_YOUR ASSIGNMENT:_ Each line from the one containing "Instruction: Describe the" to the end of the listing below should be output exactly; no other line is wanted.

=====

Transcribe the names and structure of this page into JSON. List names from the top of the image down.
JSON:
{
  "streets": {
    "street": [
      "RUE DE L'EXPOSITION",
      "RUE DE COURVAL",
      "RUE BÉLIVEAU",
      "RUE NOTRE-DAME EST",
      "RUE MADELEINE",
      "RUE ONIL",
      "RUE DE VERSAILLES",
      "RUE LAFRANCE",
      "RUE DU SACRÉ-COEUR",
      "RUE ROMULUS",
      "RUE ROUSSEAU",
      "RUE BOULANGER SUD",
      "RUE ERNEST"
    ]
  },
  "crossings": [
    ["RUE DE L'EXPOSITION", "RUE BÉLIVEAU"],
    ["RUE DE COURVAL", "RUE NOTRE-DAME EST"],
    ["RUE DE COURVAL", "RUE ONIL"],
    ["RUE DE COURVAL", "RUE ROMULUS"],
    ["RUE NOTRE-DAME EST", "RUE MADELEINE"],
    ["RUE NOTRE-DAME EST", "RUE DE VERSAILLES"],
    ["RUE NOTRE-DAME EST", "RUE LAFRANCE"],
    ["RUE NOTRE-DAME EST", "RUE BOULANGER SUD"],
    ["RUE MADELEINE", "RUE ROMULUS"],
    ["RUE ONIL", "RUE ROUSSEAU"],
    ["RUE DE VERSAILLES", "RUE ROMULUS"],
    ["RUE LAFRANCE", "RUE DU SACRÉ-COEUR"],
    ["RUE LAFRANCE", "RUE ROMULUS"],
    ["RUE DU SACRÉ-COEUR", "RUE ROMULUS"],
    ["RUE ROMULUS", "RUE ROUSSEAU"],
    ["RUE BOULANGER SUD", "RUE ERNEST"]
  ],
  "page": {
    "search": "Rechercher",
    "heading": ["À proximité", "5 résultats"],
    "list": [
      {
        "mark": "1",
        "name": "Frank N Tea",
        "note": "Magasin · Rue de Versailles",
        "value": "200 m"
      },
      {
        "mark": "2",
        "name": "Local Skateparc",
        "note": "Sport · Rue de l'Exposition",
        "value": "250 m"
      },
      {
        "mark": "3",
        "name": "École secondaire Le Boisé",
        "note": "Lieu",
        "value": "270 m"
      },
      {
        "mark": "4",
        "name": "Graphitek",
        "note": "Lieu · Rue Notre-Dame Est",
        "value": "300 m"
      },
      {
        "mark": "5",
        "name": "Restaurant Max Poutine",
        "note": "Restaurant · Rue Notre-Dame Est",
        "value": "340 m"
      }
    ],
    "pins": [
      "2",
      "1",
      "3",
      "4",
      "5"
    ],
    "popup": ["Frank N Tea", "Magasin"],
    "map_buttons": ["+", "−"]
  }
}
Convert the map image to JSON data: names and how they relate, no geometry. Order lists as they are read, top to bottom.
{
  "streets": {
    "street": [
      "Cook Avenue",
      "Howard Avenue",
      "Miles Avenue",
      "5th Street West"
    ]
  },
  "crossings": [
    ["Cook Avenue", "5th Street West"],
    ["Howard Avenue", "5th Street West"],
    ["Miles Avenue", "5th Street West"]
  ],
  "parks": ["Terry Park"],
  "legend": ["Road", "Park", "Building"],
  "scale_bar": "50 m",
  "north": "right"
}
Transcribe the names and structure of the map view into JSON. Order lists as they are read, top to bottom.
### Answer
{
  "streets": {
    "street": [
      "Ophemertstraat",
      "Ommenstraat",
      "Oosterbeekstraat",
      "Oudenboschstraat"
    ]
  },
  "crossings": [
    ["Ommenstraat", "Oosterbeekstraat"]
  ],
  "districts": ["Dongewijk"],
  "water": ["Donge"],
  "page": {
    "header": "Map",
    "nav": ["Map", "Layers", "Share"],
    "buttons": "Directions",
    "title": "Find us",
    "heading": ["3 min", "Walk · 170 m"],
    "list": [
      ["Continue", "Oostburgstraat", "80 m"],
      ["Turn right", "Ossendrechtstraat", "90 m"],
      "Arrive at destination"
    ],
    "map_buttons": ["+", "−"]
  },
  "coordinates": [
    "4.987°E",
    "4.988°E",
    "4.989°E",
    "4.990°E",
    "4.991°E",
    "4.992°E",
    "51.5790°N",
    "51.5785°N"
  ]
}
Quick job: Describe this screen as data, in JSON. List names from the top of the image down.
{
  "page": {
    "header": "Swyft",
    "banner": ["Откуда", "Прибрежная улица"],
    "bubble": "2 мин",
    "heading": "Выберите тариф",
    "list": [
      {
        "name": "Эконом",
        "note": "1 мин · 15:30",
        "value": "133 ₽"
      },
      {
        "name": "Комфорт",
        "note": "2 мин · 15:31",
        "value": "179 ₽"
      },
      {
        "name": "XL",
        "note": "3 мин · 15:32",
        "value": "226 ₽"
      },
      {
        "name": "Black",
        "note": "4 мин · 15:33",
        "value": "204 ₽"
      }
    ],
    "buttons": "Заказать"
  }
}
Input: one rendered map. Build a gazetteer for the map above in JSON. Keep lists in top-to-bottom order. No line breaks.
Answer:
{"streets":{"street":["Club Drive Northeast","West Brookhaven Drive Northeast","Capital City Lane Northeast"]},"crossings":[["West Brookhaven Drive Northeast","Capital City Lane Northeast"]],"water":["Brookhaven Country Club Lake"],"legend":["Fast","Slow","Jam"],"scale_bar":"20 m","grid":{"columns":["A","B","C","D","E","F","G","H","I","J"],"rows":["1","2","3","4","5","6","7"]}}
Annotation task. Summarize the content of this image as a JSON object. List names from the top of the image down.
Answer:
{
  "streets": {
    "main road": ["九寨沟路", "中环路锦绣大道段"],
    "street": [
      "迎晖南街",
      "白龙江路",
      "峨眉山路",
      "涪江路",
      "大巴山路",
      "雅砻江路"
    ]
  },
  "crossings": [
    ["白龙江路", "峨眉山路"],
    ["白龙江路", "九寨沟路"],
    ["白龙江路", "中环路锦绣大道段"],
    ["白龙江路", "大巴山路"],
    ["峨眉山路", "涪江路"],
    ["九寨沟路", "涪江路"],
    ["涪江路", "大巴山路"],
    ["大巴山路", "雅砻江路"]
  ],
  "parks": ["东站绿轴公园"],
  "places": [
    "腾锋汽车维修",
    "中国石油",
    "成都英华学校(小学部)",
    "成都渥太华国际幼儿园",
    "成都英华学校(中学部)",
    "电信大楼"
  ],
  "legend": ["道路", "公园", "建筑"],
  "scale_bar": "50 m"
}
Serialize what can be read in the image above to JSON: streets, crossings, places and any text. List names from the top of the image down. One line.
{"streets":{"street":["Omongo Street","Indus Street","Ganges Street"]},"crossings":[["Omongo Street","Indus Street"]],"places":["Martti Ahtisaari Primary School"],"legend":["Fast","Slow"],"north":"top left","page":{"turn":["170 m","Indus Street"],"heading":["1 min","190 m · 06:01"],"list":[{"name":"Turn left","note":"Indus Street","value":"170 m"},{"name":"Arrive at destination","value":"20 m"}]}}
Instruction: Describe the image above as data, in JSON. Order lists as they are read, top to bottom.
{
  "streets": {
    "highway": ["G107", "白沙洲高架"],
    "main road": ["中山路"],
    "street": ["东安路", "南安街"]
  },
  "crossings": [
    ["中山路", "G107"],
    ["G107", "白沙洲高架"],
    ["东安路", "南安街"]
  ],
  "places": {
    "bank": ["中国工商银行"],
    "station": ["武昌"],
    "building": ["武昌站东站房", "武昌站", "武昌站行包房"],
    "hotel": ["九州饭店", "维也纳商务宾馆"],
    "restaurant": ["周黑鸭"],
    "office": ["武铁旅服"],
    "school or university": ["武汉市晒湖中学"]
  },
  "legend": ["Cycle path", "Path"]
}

=====

_RESPONSE:_
Instruction: Describe the image above as data, in JSON. Order lists as they are read, top to bottom.
{
  "streets": {
    "highway": ["G107", "白沙洲高架"],
    "main road": ["中山路"],
    "street": ["东安路", "南安街"]
  },
  "crossings": [
    ["中山路", "G107"],
    ["G107", "白沙洲高架"],
    ["东安路", "南安街"]
  ],
  "places": {
    "bank": ["中国工商银行"],
    "station": ["武昌"],
    "building": ["武昌站东站房", "武昌站", "武昌站行包房"],
    "hotel": ["九州饭店", "维也纳商务宾馆"],
    "restaurant": ["周黑鸭"],
    "office": ["武铁旅服"],
    "school or university": ["武汉市晒湖中学"]
  },
  "legend": ["Cycle path", "Path"]
}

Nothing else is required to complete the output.